I do know that such concepts are relative to a particular state of consciousness, since that which is "past" to me is "future" to those who died long before I was born.

If the "future" is the state of existence that arises causaly from the "present", then the "past" is the state of existence that causaly gives rise to the "present".  The "present", then, can be defined as the state of existence that causaly arises from the "past" and causaly gives rise to the "future." 

Observe that all three concepts of time are defined in terms of causality and the state of existence.  They are also relative to each other, i.e., the present is defined in terms of both the past and the future, while the past and the future are defined in terms of the present.  Past, present, and future are all relative to a human consciousness, which I think needs to be included in their definitions as well.  I'll figure out how to do that later.

Hmm, I had a really good definition of time a while ago and I don't recall exactly how I phrased it. Off the top of my head, "Time is the measurement of (non-simultaneous) action using a single, regularly repeating occurance as the standard." (Of course, as with any standard, once it is fixed it does not depend on the continuance of the original reoccurring event. If humans colonize the galaxy and live past the destruction of this solar system, they could still use the revolution of the Earth around the Sun as a unit of time.)

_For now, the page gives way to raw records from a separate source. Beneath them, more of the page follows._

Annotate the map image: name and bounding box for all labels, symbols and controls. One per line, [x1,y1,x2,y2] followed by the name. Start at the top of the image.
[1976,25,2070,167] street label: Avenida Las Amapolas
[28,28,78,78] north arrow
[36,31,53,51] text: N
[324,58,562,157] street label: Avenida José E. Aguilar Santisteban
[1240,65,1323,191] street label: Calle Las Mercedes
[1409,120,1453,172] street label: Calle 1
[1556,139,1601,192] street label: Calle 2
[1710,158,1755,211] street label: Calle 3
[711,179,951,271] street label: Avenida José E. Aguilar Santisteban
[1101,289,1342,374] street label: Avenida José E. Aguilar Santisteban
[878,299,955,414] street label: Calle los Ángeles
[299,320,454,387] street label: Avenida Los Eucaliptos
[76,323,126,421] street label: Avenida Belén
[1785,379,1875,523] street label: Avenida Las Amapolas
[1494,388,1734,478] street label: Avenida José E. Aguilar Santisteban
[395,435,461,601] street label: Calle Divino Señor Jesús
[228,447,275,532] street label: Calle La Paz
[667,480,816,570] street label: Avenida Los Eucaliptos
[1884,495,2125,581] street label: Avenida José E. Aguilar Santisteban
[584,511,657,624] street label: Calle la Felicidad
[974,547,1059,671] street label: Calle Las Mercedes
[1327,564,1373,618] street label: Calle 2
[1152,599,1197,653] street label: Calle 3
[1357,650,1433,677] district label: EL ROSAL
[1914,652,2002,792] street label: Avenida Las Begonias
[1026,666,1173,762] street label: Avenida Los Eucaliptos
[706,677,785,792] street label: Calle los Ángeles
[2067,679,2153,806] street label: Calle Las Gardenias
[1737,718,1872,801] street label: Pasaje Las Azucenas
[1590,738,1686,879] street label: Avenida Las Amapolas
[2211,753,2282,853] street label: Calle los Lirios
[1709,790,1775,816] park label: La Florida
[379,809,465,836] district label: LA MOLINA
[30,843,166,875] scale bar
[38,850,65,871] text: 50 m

The concept of time is formed after observing that some events reoccur in predictible durations, and after the realization that such an event can be used as a unit by which to measure other actions. So for example: imagine you were locked in a dark box and alternately given stimulants and tranqualizers. (The first to remove the day-night cycle, the latter to remove the regularity of sleep.) You are fed at irregular intervals, etc. You would be able to observe one action following another, and another, but you would be unable to form the concept of time -- or if you had already formed it, you would be unable to use it in the absence of a standard of measurement. (Incidentally, such sensory deprivation has been tried in experiments, and even if sleep is not disrupted, one's sense of time IS set completely askew.)

I can't see any real problems with Tom's definitions.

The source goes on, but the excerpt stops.